◆ What you are asked to do:
Please reply with one number only: how many lines in the entries below contain the string "canvas".

*** Recorded information

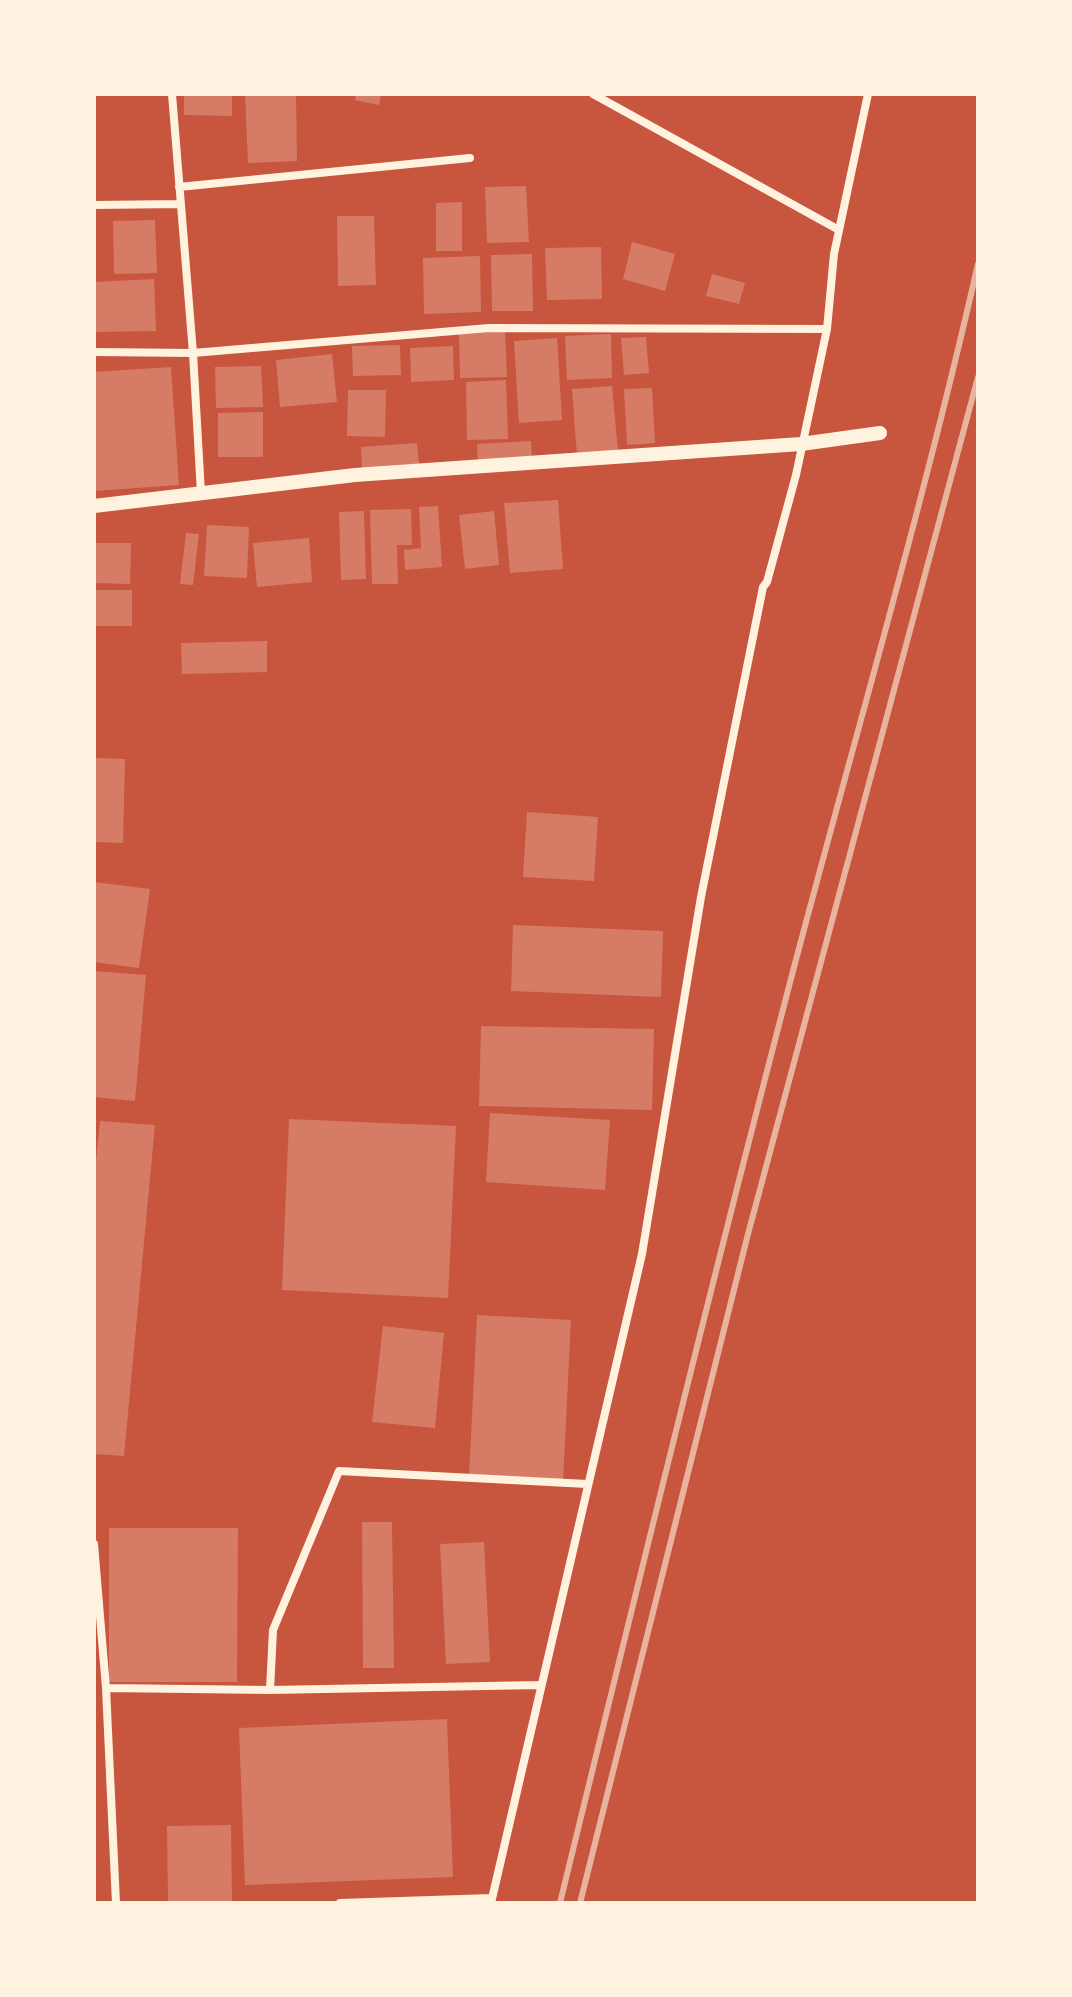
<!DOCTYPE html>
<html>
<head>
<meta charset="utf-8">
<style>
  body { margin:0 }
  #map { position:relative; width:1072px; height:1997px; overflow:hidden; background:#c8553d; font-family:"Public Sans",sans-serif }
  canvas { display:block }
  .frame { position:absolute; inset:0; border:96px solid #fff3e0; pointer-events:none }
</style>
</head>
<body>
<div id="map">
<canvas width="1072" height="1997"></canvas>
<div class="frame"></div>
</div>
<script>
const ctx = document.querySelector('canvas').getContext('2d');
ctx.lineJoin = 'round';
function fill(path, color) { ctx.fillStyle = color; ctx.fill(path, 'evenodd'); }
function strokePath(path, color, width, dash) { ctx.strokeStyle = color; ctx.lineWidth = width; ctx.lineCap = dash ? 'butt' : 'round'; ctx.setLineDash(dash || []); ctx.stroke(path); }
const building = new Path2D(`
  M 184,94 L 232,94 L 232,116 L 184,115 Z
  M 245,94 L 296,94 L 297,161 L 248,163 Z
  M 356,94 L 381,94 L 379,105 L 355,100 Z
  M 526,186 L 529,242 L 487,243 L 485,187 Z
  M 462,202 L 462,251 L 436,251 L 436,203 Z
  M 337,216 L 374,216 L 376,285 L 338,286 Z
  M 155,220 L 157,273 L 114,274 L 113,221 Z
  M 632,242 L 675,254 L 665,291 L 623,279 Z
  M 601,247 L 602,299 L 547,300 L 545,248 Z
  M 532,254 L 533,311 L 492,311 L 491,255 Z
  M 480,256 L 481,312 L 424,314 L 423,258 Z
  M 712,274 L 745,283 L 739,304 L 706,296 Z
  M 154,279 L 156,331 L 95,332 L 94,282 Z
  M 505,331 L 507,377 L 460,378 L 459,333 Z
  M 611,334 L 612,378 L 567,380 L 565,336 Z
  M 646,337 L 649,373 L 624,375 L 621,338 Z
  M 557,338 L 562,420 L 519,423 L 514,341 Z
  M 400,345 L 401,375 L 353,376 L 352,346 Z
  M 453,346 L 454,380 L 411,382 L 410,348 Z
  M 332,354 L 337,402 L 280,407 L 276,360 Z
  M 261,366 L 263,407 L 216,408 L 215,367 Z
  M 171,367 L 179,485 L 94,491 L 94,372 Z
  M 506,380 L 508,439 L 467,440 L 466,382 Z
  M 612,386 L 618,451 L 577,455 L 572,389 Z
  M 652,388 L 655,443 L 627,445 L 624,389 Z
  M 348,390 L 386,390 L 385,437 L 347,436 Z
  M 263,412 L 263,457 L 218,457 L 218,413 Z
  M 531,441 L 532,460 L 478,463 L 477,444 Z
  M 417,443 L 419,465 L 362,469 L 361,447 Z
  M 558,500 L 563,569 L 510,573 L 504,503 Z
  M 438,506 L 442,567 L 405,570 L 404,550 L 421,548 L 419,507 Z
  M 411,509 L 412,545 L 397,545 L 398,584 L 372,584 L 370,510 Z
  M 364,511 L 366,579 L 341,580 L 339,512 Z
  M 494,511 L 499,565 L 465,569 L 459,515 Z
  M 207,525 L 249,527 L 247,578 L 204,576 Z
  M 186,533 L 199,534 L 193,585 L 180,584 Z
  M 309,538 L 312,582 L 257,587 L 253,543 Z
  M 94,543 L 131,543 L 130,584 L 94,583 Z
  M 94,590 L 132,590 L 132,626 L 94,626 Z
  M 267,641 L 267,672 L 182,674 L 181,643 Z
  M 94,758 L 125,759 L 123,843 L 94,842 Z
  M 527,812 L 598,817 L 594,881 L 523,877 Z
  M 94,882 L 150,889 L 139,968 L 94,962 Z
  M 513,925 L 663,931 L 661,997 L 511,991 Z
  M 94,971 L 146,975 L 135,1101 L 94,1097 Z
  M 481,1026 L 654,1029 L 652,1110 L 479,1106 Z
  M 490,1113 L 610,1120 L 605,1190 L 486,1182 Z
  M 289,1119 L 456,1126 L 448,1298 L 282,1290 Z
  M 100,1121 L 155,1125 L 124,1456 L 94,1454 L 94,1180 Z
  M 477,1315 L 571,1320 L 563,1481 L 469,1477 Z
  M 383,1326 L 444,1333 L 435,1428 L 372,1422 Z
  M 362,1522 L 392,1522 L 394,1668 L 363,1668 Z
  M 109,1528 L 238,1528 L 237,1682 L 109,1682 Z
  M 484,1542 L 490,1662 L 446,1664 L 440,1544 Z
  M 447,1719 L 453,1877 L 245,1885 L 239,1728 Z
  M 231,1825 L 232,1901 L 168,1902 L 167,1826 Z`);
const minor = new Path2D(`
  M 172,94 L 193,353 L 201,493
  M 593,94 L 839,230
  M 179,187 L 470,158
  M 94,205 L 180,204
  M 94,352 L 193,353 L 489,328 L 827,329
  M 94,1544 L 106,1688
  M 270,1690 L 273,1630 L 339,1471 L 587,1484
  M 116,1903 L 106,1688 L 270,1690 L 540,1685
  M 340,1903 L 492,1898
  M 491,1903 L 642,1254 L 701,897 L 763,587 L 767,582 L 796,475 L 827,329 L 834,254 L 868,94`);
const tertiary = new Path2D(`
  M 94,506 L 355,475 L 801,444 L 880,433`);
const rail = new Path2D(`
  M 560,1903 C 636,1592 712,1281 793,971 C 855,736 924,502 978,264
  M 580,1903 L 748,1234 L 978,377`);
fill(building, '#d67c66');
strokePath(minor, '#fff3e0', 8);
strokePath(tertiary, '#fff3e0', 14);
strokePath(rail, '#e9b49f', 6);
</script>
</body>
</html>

******

◆ Written response:
3